Rempel also adds a personal perspective, noting that mindset matters.
“Optimism is realism,” he says. “And optimists live longer.”
Rempel uses a simple example. A 30-year-old earning $100,000 plans to retire at 60 and live until 80. Now, extend that retirement to age 100. That adds 20 extra years without employment income.
The cost of that change is high. Investors would need to save much more during their working years if they have more conservative portfolios. For many, the required savings may not be realistic. Equity investors would probably need to save only modestly more.
Rempel is direct about the challenge: “How much more would you have to save?” he asks.
For many people, working longer may become the more realistic path. Extending a career by several years can help offset the added cost of a longer retirement, though the number of extra working years depends heavily on how investments are structured.
Longer life expectancies also put strain on retirement systems.
Programs like CPP and Old Age Security were not created for decades-long retirements. Rempel suggests that contribution rates may rise, benefits may change, and retirement ages may increase over time.
He is particularly cautious about the long-term sustainability of Old Age Security. With fewer workers supporting each retiree and longer payout periods, the system faces growing pressure.
Employer pensions are also changing. Many companies have already moved away from defined benefit plans toward defined contribution plans, shifting more responsibility to individuals.
The traditional model of retiring at 60 or 65 and living comfortably for a couple of decades may no longer hold. A longer life changes the math.
Rempel believes investment strategy will be a primary factor. Portfolios with long-term growth potential may offer more flexibility, while more conservative methods could limit options later in life.

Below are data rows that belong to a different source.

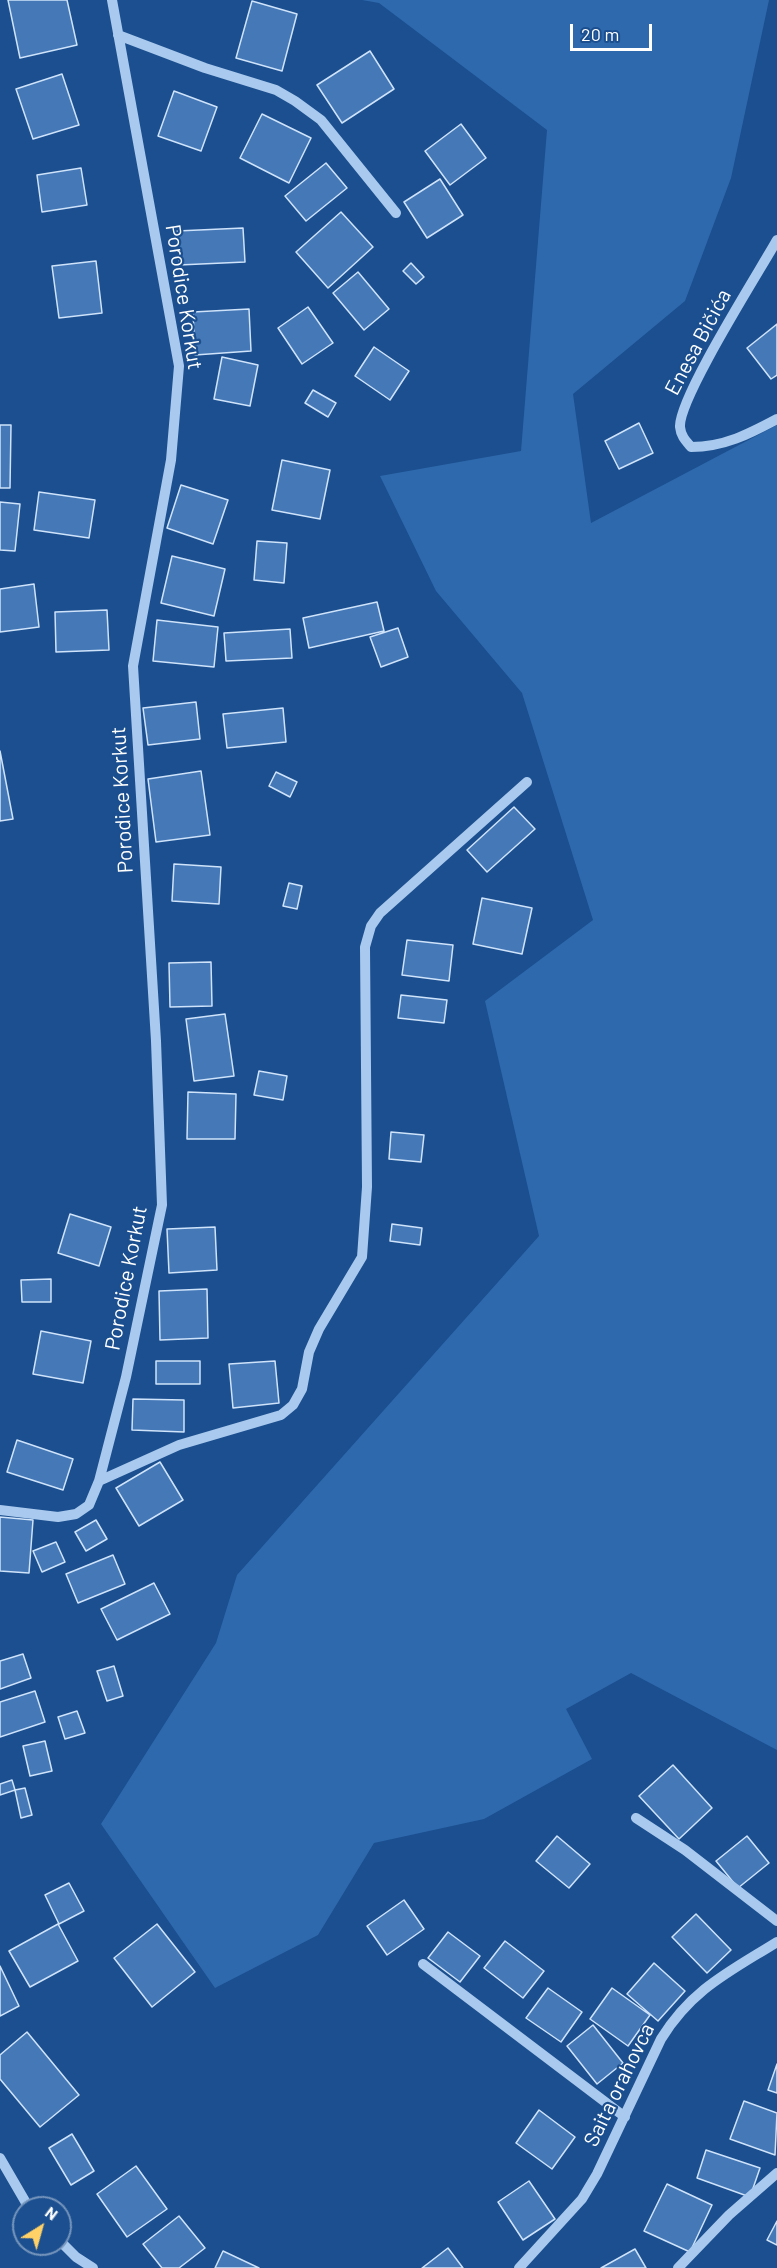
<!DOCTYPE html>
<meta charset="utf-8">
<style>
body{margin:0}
#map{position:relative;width:777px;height:2268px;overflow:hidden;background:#1b4f8f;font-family:Barlow,sans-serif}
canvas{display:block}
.north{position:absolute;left:12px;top:2196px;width:60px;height:60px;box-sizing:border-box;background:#1b4f8f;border:2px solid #7695bc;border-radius:50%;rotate:37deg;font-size:16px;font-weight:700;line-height:24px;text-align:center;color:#fff}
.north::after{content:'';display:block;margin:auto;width:21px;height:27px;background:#ffd166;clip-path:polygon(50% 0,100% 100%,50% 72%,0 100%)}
.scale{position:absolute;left:570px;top:24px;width:82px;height:27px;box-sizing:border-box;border:3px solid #fff;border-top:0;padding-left:8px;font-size:18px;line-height:21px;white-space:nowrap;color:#fff;-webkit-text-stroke:4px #1b4f8f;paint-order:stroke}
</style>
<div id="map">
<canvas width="777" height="2268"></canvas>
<div class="north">N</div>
<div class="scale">20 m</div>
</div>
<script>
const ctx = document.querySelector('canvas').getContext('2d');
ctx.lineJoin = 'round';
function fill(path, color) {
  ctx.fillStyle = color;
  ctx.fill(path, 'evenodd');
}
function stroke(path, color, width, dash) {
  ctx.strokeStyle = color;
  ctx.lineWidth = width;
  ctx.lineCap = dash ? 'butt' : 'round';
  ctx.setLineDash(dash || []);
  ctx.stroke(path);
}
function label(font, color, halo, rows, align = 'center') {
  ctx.font = font + ' Barlow,sans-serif';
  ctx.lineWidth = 4.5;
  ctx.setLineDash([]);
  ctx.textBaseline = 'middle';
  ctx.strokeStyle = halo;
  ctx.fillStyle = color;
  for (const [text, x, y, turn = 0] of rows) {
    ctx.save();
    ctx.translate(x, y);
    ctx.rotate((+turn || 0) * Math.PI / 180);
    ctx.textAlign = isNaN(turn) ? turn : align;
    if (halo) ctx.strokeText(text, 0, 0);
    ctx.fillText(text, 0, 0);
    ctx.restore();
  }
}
const green = new Path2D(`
 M362,0H769L731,178L685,301L573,394L591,523L777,425V1750L631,1673L566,1709L592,1759L484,1819L374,1843L318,1935L215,1988L101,1824L216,1643L237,1575L539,1236L485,1001L593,920L522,693L436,591L380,476L521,451L547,130L379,3Z`);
const building = new Path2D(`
 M8,0H67L77,45L20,58Z
 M252,1L297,14L282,71L236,58Z
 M370,51L394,89L342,123L317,85Z
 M62,74L79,125L33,139L16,89Z
 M174,91L217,107L201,151L158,136Z
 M262,114L311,138L289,183L240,158Z
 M461,124L486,158L450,185L425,151Z
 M326,163L347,188L306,221L285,196Z
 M81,168L87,205L42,212L37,175Z
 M440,179L463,215L427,238L404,202Z
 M341,212L373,247L328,288L296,252Z
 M243,228L245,262L179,265L177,231Z
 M96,261L102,313L59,318L52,266Z
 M411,263L424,277L416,284L403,271Z
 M358,272L389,309L364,330L333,293Z
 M308,307L333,343L302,364L278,328Z
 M249,309L251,351L195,355L193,312Z
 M777,324V375L771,379L747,348Z
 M374,347L409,371L390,400L355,376Z
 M222,357L258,365L250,406L214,399Z
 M313,390L336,403L328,417L305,403Z
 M639,423L653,453L619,469L605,441Z
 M0,425H11L10,488H0Z
 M282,460L330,470L320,519L272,510Z
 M181,485L228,500L213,544L167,528Z
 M39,492L95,500L89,538L34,530Z
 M0,502L20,504L15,551L0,550Z
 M257,541L287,543L284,583L254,580Z
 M172,556L225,569L214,616L161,603Z
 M34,584L39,627L0,632V589Z
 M377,602L384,631L309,648L303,618Z
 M107,610L109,650L56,652L55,612Z
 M157,620L218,627L214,667L153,661Z
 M398,628L408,657L381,667L370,637Z
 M290,629L292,658L226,661L224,633Z
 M196,702L200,739L148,745L143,708Z
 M283,708L286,742L227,748L223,714Z
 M0,751L13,819L0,821Z
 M201,771L210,835L156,842L148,779Z
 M276,772L297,782L290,797L269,786Z
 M514,807L535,829L487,872L467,850Z
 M174,864L221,867L219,904L172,901Z
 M289,883L302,886L297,909L283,906Z
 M482,898L532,908L522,954L473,944Z
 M407,940L453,945L449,981L402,975Z
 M211,962L212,1006L170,1007L169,963Z
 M401,995L447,1000L444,1023L398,1018Z
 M225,1014L234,1076L194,1081L186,1019Z
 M259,1071L287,1076L283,1100L254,1095Z
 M188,1092L236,1094L235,1139H187Z
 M391,1132L424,1135L421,1162L389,1159Z
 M70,1214L111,1227L99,1266L58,1253Z
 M392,1224L422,1228L420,1245L390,1241Z
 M215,1227L217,1270L169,1273L167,1229Z
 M51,1279V1302H22L21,1280Z
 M207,1289L208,1338L160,1340L159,1291Z
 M41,1331L91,1341L83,1383L33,1374Z
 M156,1361H200V1384H156Z
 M275,1361L279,1403L233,1408L229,1364Z
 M133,1399L184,1400V1432L132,1430Z
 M17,1440L73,1459L63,1490L7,1472Z
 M160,1462L183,1500L139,1526L116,1488Z
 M0,1517L33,1520L29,1573L0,1571Z
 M96,1520L107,1539L86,1551L75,1532Z
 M56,1542L65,1562L42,1572L33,1551Z
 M113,1555L125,1584L78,1603L66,1574Z
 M154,1583L170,1614L117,1640L101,1609Z
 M23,1654L31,1678L0,1689V1661Z
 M114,1666L123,1696L107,1701L97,1671Z
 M35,1691L45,1722L0,1737V1702Z
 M77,1711L85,1733L65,1739L58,1717Z
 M45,1741L52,1771L30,1776L23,1746Z
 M673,1765L712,1808L679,1839L639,1796Z
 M12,1780L15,1790L0,1795V1784Z
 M25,1788L32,1815L21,1818L15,1790Z
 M557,1836L590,1864L569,1888L536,1861Z
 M747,1836L769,1863L738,1888L716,1861Z
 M69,1883L84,1911L59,1924L45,1895Z
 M404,1900L424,1929L387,1955L367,1926Z
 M696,1914L731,1950L707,1973L672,1937Z
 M58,1924L78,1961L30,1987L9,1951Z
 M157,1924L195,1972L152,2007L114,1958Z
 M448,1932L480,1956L460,1982L428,1958Z
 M505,1941L544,1971L523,1998L484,1968Z
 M654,1963L685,1991L658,2021L627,1994Z
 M0,1966L19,2006L0,2016Z
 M548,1988L582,2012L561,2042L526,2018Z
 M612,1988L650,2015L628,2046L590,2019Z
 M593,2025L623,2063L597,2084L567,2046Z
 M27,2032L79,2095L40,2127L0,2079V2055Z
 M777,2064V2093L768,2090Z
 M744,2101L777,2113L775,2155L730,2139Z
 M539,2110L575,2137L552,2169L516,2143Z
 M72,2134L94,2171L71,2185L49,2148Z
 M706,2150L760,2168L750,2197L697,2178Z
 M136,2166L167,2209L127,2237L97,2194Z
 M529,2181L555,2219L523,2240L498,2202Z
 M667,2184L712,2205L690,2252L644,2231Z
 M179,2216L205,2248L179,2268H162L143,2244Z
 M777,2221V2245L767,2240Z
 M448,2248L463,2268H422Z
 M635,2249L646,2268H601Z
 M223,2251L259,2268H215Z`);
const minor = new Path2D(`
 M118,35L205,68L276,90L295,101L321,120L396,213
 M777,240C759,272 678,399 680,427C681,436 685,440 691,447C724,447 749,434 777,419
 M99,1481L179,1445L281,1415L293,1405L302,1389L309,1352L319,1329L362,1257L367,1187L365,947L371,926L380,913L527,782
 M0,1510L58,1517L76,1514L89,1505L99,1481L126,1377L162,1205L156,1041L133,666L171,460L179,366L112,0
 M636,1818L685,1850L777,1921
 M423,1964L625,2117
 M0,2158L29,2208
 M60,2241L76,2257L93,2268
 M519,2268L582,2199L597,2174L661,2039C692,1989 729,1972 777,1942
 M678,2268L729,2215L777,2173`);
const streetNames = [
 ["Porodice Korkut",184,297,81],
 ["Enesa Bičića",698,342,-62],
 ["Porodice Korkut",122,800,-93],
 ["Porodice Korkut",126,1278,-79],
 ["Saita orahovca",619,2085,-64]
];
fill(green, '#2e69ad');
fill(building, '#4478b7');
stroke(building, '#cfe3fa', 1.5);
stroke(minor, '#a9c9ee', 10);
label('21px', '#fff', '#1b4f8f', streetNames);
</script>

At the same time, the idea of retirement itself may evolve. More people may choose, or need, to stay active in the workforce longer, whether full-time or in a reduced capacity.
Beyond the numbers, Rempel encourages people to think about purpose. Living longer brings opportunities, but also requires a reason to make the most of those extra years.
“What’s your why?” he asks.
A longer life could mean more time with family, more years of meaningful work, or simply more time to enjoy life. For Rempel, the outlook is positive. The possibility of staying healthy and active for decades beyond traditional expectations is something he welcomes.
Still, one message runs through his analysis: planning for that future cannot wait.